Exercise description ▸
Look for the word "forest" in the material below. Copy each line that has it.

Source material ▸
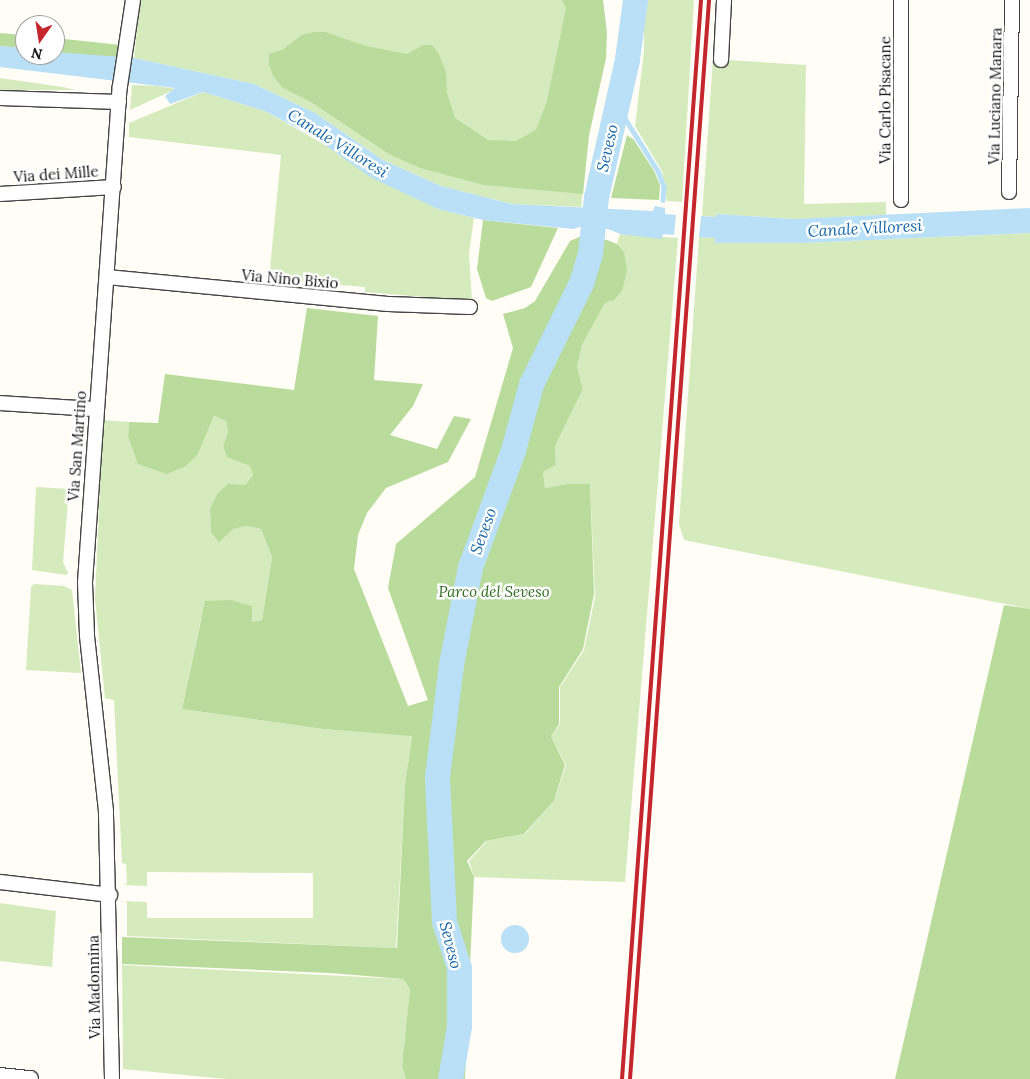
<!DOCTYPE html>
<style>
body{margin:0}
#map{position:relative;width:1030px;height:1079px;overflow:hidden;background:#fffdf5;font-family:Lora,serif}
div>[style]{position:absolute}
.green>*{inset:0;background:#d5ebbd}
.forest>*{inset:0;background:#b9dc9c;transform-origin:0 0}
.water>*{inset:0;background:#b9e0f7}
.round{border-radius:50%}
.stream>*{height:4.5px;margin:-2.25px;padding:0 2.25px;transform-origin:2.25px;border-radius:2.25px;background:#b9e0f7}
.river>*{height:25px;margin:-12.5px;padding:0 12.5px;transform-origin:12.5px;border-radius:12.5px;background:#b9e0f7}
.roads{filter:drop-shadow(1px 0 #444) drop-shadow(-1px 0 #444) drop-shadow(0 1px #444) drop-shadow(0 -1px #444)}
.minor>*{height:14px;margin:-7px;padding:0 7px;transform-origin:7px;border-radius:7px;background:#fff}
.rail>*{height:4px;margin:-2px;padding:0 2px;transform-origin:2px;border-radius:2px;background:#c4262e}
span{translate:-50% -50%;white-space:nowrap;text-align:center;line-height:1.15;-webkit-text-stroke:5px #fff;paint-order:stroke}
.street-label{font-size:15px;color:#111}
.park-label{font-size:15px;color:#2f6b1f;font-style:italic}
.water-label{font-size:16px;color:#1768a6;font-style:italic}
.north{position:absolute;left:15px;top:15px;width:50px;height:50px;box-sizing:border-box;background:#fff;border:1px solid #a0a0a0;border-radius:50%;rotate:193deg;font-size:14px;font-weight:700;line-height:20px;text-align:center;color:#111}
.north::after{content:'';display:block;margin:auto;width:18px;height:22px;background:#c4262e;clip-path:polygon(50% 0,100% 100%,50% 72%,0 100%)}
</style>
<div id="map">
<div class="green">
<i style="clip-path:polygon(140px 0,603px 0,606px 58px,589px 135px,581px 207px,512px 204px,441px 186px,383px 160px,315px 113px,254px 84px,134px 58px)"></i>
<i style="clip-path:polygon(644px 0,694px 0,682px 202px,667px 201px,662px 171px,635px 126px,644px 51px)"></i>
<i style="clip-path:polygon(713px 59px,806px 65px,804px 204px,886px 202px,886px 215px,793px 219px,717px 214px,716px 217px,702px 216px)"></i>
<i style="clip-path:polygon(0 78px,63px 87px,76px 90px,0 90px)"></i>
<i style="clip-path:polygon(132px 85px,157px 86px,176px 89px,130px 110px)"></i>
<i style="clip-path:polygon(203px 92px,265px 111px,438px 209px,474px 218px,469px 254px,472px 301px,365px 292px,365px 287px,269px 279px,281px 155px,129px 137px,129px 123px)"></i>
<i style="clip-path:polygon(1030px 233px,1030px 609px,684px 540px,679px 524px,699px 237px,715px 238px,715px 243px,803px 243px)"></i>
<i style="clip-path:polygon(620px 234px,678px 238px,625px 882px,474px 877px,469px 861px,487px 841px,525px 834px,554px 801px,566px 765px,551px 736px,560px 724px,560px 687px,584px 650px,595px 597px,590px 484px,567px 484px,545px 488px,543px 472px,556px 465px,555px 446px,583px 389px,577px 367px,582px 345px,605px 303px,614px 300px,624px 252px,617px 244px)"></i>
<i style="clip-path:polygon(214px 416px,226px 421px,228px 432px,223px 446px,227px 456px,250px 466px,253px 475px,245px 485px,217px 494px,210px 510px,211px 532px,246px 526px,261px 529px,272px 557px,262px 620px,252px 622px,252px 606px,201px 618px,182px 709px,323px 729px,412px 735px,405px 787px,396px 948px,127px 936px,127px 902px,122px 901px,147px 902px,147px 918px,313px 918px,313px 873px,147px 872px,147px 886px,123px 885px,127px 884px,126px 864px,122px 863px,114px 700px,105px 698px,95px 599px,103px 420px,129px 422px,128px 436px,198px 454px)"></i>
<i style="clip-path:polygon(36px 487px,69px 489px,63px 562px,68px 573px,66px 575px,32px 570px)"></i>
<i style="clip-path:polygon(34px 584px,64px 586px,72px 590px,81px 673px,26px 670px,31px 587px)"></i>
<i style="clip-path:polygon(0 903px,56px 911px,52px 967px,0 961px)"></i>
<i style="clip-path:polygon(122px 965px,403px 979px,410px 989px,402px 1065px,406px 1079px,226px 1079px,123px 1069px)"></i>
</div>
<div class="forest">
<i style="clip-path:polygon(562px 0,603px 0,607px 33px,606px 58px,589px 135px,583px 194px,484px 185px,420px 168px,389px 154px,311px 102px,283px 88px,273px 76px,269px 64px,269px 54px,282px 50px,302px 35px,314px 32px,325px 32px,366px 46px,407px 54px,423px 45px,432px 45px,439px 54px,446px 72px,447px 93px,455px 118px,488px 140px,516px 141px,536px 130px,547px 101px,566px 8px)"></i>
<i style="left:0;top:33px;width:25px;height:13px;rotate:5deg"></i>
<i style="left:55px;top:38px;width:66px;height:14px;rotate:6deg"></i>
<i style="clip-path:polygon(627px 135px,634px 140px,654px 171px,660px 185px,659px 200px,611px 198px)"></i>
<i style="clip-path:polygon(483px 220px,558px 228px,531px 287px,492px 301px,486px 298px,477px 269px)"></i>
<i style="clip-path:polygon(579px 237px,607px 240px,617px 244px,624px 252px,627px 270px,622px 291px,614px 300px,605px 303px,582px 345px,577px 367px,583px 389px,555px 446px,556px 465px,543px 472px,545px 488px,567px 484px,590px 484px,594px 594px,583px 649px,559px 687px,559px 724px,551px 736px,565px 765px,554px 801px,524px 834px,486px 841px,467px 861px,474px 877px,465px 1079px,406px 1079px,402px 1065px,410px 989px,403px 979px,330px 973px,122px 964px,122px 937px,397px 948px,405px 785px,412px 736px,323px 729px,182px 709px,205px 601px,231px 600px,252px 606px,252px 622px,262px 620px,272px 557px,261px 529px,246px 526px,233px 529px,219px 542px,211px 532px,210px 509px,217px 494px,228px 484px,245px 485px,253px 475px,250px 466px,227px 457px,223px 446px,228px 432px,226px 421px,214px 416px,198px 454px,186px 466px,167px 474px,138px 464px,128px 436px,129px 422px,158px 423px,165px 374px,294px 390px,307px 308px,378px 316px,374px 380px,423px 384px,413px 406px,390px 435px,437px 449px,454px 416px,471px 419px,448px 462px,386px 488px,367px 513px,358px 535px,354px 569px,408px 706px,428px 700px,388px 588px,396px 544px,475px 477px,513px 348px,503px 314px,525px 308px,535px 301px,570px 241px)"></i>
<i style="clip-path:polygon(1004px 605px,1030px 609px,1030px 1079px,895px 1079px)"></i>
</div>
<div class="water">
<i style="clip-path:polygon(0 46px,25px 48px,25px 55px,55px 55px,55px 52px,134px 58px,254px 84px,315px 113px,383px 160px,441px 186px,512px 204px,653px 211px,655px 206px,665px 208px,665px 214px,676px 215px,674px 235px,663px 234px,662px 239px,620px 234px,608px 229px,580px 227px,573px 229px,483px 220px,438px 209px,370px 177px,314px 137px,265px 111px,203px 92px,170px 104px,165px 96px,175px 88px,0 67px)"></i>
<i style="clip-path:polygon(1030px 208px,1030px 233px,803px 243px,715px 243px,715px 238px,699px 237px,701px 216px,716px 217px,717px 214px,793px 219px)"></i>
<i class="round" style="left:501px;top:925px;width:28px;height:28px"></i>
</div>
<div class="stream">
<i style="left:616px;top:104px;width:79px;rotate:57.9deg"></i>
<i style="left:658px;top:171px;width:17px;rotate:69deg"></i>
<i style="left:664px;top:187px;width:13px;rotate:94deg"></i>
</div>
<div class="river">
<i style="left:450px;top:1079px;width:54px;rotate:-80.4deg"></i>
<i style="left:459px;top:1026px;width:58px;rotate:-90deg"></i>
<i style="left:459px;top:968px;width:49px;rotate:-107.7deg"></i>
<i style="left:444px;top:921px;width:144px;rotate:-92.8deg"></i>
<i style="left:437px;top:777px;width:114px;rotate:-82.9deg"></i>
<i style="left:451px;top:664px;width:99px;rotate:-78.9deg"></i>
<i style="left:470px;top:567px;width:125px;rotate:-69.8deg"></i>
<i style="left:513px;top:450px;width:68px;rotate:-74.7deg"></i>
<i style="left:531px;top:384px;width:113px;rotate:-63.7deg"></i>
<i style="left:581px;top:283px;width:30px;rotate:-73deg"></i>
<i style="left:590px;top:254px;width:57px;rotate:-84deg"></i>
<i style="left:596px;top:197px;width:141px;rotate:-77.3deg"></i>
<i style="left:627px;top:59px;width:60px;rotate:-82.3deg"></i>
</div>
<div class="roads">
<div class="minor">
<i style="left:721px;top:60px;width:60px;rotate:-87.1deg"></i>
<i style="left:0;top:98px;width:119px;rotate:1.9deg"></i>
<i style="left:1009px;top:192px;width:192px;rotate:-89.1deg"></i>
<i style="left:0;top:194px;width:114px;rotate:-3.5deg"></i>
<i style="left:901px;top:200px;width:200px;rotate:-90deg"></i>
<i style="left:107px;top:277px;width:282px;rotate:5.5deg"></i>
<i style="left:388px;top:304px;width:82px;rotate:2.1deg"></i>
<i style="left:0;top:403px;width:95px;rotate:3.6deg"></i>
<i style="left:0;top:882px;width:111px;rotate:6.7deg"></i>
<i style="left:0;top:1075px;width:31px;rotate:6deg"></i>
<i style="left:112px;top:1079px;width:268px;rotate:-91.3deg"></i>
<i style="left:106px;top:811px;width:177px;rotate:-96.2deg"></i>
<i style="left:87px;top:635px;width:53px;rotate:-92.2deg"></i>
<i style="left:85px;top:582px;width:497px;rotate:-86deg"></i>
<i style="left:120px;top:86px;width:87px;rotate:-81.4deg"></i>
</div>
</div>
<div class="rail">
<i style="left:622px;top:1079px;width:1082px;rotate:-85.81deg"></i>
<i style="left:630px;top:1079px;width:1082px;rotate:-85.81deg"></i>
</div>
<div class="street-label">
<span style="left:995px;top:96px;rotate:-89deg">Via Luciano Manara</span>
<span style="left:885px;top:100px;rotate:-90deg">Via Carlo Pisacane</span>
<span style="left:56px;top:174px;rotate:-4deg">Via dei Mille</span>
<span style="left:290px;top:279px;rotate:5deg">Via Nino Bixio</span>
<span style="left:77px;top:446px;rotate:-86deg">Via San Martino</span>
<span style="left:94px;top:987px;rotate:-91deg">Via Madonnina</span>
</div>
<div class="park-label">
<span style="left:494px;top:592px">Parco del Seveso</span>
</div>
<div class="water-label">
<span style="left:338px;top:143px;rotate:32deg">Canale Villoresi</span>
<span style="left:607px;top:148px;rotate:-77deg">Seveso</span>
<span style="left:865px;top:228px;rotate:-3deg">Canale Villoresi</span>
<span style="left:483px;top:531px;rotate:-70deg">Seveso</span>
<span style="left:451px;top:945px;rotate:76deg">Seveso</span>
</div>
<div class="north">N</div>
</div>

Task response ▸
.forest>*{inset:0;background:#b9dc9c;transform-origin:0 0}
<div class="forest">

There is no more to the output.